Active Italian Army combat engineer unit

The 5th Engineer Regiment (5° Reggimento Genio Guastatori) is a military engineering regiment of the Italian Army based in Macomer in Sardinia. The regiment is the engineer unit of the Mechanized Brigade "Sassari". In 1895, the Royal Italian Army formed the 5th Engineer Regiment. During World War I the regiment formed battalions and companies, which operated along the Italian Front. In 1919, the regiment was renamed Miners Engineer Regiment. In 1922, the regiment was disbanded and its companies distributed among the army's ten army corps engineer groupings. In November 1926, the regiment was reformed by renaming the 5th Army Corps Engineer Grouping in Trieste. During the Second Italo-Ethiopian War and World War II the regiment's depot formed engineer battalions and smaller units, which deployed with divisions and corps to the fronts of the war. After the announcement of the Armistice of Cassibile on 8 September 1943 the regiment was disbanded by invading German forces.

In 1951, the regiment was reformed and assigned to the V Army Corps.
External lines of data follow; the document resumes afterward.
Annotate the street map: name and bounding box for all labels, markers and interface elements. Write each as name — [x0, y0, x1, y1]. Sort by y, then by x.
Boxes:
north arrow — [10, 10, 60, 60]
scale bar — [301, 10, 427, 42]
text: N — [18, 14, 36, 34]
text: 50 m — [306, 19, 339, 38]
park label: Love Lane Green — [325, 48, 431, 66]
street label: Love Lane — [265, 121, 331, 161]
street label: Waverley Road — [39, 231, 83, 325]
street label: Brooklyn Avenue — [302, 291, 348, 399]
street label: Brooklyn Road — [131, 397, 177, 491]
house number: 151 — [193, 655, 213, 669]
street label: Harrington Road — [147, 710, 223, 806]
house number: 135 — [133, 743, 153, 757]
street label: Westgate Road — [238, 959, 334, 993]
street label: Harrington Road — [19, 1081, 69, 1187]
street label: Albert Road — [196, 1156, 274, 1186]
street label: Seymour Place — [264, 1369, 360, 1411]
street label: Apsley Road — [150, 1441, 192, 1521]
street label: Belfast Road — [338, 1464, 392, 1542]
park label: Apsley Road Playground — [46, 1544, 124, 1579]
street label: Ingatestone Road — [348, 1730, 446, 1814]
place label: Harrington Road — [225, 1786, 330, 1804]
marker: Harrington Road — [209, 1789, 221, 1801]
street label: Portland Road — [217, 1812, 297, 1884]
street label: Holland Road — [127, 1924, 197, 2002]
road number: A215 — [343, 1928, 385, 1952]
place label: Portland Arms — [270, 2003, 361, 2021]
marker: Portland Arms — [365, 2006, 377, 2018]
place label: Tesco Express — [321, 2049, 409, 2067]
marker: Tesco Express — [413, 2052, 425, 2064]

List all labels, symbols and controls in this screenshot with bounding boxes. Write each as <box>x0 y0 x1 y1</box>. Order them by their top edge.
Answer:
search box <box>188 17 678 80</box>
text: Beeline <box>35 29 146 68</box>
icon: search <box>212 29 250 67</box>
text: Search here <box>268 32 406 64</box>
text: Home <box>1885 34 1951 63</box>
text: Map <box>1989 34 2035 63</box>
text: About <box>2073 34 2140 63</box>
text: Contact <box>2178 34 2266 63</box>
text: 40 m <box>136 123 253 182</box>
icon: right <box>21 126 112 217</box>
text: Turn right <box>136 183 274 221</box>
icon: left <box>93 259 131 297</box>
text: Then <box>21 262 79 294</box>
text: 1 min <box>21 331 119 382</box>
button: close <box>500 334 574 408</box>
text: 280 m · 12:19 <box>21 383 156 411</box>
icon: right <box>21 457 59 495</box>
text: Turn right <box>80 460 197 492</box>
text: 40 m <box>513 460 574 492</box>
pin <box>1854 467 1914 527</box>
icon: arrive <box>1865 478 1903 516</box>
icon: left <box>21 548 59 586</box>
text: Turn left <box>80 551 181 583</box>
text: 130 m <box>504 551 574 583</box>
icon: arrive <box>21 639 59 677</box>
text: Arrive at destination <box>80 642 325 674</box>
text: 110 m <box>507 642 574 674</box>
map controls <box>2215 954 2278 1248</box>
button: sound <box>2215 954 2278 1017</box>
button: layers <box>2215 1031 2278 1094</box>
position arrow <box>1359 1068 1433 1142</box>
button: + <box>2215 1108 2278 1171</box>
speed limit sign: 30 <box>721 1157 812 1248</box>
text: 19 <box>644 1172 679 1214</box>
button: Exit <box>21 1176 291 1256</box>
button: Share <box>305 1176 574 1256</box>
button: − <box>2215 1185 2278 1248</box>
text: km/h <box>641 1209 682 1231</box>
On 31 December 1975, the regiment was disbanded and its flag and traditions assigned to the 5th Engineer Battalion "Bolsena". In December 2000, the battalion was reorganized as 5th Paratroopers Engineer Battalion "Bolsena" and assigned to the Paratroopers Brigade "Folgore". In June 2001, the battalion was renamed to 8th Paratroopers Sappers Battalion and the flag of the 5th Engineer Regiment was transferred to the Shrine of the Flags in the Vittoriano in Rome for safekeeping. At the end of 2002, the 45th Infantry Regiment "Reggio" in Sardinia was disbanded and the next day the disbanded regiment's personnel and materiel were used to reform the 5th Engineer Regiment. The regiment's anniversary falls, as for all engineer units, on 24 June 1918, the last day of the Second Battle of the Piave River.

== History ==
On 1 November 1895, the Royal Italian Army formed the 5th Engineer Regiment (Miners) in Rivoli. The new regiment received six sappers companies ceded by the 1st Engineer Regiment (Sappers), six sappers companies ceded by 2nd Engineer Regiment (Sappers), and a train company ceded by the 3rd Engineer Regiment (Telegraphers). The new regiment consisted of a staff, four brigades of three miners companies each, a train company, and a depot. In 1896 the regiment moved from Rivoli to Turin.
In 1895–96, the regiment provided nine officers and 266 enlisted to augment units deployed to Italian Eritrea for the First Italo-Ethiopian War. In 1910, the brigades were renamed battalions. In 1911-12, the regiment's 7th, 8th, and 9th miners companies were deployed to Libya for the Italo-Turkish War. The regiment also provided 29 troops to augment other engineer units, which were deployed for the war.

=== World War I ===
During World War I the regiment's depot in Turin formed battalions and companies, which fought in all sectors of the Italian Front. In total the regiment formed the commands of nine miners battalions and 53 miners companies. The regiment also formed autonomous cableway, motorists, and water companies and platoons, and two territorial militia companies.

=== Interwar years ===
On 21 November 1919, the regiment was renamed Miners Engineer Regiment. At the time the regiment consisted of a command, five battalions, and a depot. On 1 May 1920, the regiment moved from Turin to Verona. On 30 September 1922, the Miners Engineer Regiment was disbanded and the next day, on 1 October 1922, the regiment's companies were assigned to the ten newly formed army corps engineer groupings. On the same day, 1 October 1922, the 5th Army Corps Engineer Grouping was formed in Trieste. The grouping received a Sappers Battalion and a Telegraphers Battalion, which had been formed on 1 April 1920 for the V Army Corps. The grouping also received the 8th Miners Company from the disbanded Miners Engineer Regiment. After its formation the grouping consisted of a command, a sappers-miners battalion based in Pula, a telegraphers battalion, which included four dovecotes located in Trieste, Pula, Udine, and Gorizia, a photo-electricians company, and a depot. On 16 October 1926, the grouping was renamed 5th Engineer Regiment. The new regiment also included a newly formed Cableway Battalion and a dovecote in Tolmin. In February 1928, the 5th Engineer Regiment ceded its cableway battalion, a sappers-miners company, a telegraphers company, and the dovecotes in Udine and Gorizia, to help form the 11th Engineer Regiment in Treviso.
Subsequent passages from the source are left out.